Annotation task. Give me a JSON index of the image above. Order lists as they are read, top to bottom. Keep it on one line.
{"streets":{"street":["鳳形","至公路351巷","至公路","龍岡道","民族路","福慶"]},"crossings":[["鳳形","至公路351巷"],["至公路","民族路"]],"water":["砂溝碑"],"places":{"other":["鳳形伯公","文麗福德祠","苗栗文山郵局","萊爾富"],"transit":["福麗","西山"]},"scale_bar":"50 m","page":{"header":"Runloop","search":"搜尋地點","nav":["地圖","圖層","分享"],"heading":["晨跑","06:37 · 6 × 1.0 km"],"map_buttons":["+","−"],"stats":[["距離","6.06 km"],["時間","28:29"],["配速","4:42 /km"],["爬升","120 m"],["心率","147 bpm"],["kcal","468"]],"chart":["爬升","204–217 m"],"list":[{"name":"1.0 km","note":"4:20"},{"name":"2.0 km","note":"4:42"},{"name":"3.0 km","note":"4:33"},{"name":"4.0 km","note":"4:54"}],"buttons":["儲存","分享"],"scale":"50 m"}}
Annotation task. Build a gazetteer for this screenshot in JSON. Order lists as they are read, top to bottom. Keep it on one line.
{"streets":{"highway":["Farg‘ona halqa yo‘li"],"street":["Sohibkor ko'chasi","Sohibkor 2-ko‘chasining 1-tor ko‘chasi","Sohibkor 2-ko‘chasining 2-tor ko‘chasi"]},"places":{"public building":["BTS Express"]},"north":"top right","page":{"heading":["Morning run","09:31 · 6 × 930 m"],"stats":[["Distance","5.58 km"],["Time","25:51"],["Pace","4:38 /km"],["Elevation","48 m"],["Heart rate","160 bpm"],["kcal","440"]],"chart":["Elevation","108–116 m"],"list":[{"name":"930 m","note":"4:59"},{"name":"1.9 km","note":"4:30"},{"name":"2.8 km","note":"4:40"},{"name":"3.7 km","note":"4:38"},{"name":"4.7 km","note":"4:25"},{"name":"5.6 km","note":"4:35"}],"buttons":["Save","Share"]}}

WORK INSTRUCTIONS =
Copy out the whole listing exactly as given.

EXERCISE RESPONSE =
Annotation task. Give me a JSON index of the image above. Order lists as they are read, top to bottom. Keep it on one line.
{"streets":{"street":["鳳形","至公路351巷","至公路","龍岡道","民族路","福慶"]},"crossings":[["鳳形","至公路351巷"],["至公路","民族路"]],"water":["砂溝碑"],"places":{"other":["鳳形伯公","文麗福德祠","苗栗文山郵局","萊爾富"],"transit":["福麗","西山"]},"scale_bar":"50 m","page":{"header":"Runloop","search":"搜尋地點","nav":["地圖","圖層","分享"],"heading":["晨跑","06:37 · 6 × 1.0 km"],"map_buttons":["+","−"],"stats":[["距離","6.06 km"],["時間","28:29"],["配速","4:42 /km"],["爬升","120 m"],["心率","147 bpm"],["kcal","468"]],"chart":["爬升","204–217 m"],"list":[{"name":"1.0 km","note":"4:20"},{"name":"2.0 km","note":"4:42"},{"name":"3.0 km","note":"4:33"},{"name":"4.0 km","note":"4:54"}],"buttons":["儲存","分享"],"scale":"50 m"}}
Annotation task. Build a gazetteer for this screenshot in JSON. Order lists as they are read, top to bottom. Keep it on one line.
{"streets":{"highway":["Farg‘ona halqa yo‘li"],"street":["Sohibkor ko'chasi","Sohibkor 2-ko‘chasining 1-tor ko‘chasi","Sohibkor 2-ko‘chasining 2-tor ko‘chasi"]},"places":{"public building":["BTS Express"]},"north":"top right","page":{"heading":["Morning run","09:31 · 6 × 930 m"],"stats":[["Distance","5.58 km"],["Time","25:51"],["Pace","4:38 /km"],["Elevation","48 m"],["Heart rate","160 bpm"],["kcal","440"]],"chart":["Elevation","108–116 m"],"list":[{"name":"930 m","note":"4:59"},{"name":"1.9 km","note":"4:30"},{"name":"2.8 km","note":"4:40"},{"name":"3.7 km","note":"4:38"},{"name":"4.7 km","note":"4:25"},{"name":"5.6 km","note":"4:35"}],"buttons":["Save","Share"]}}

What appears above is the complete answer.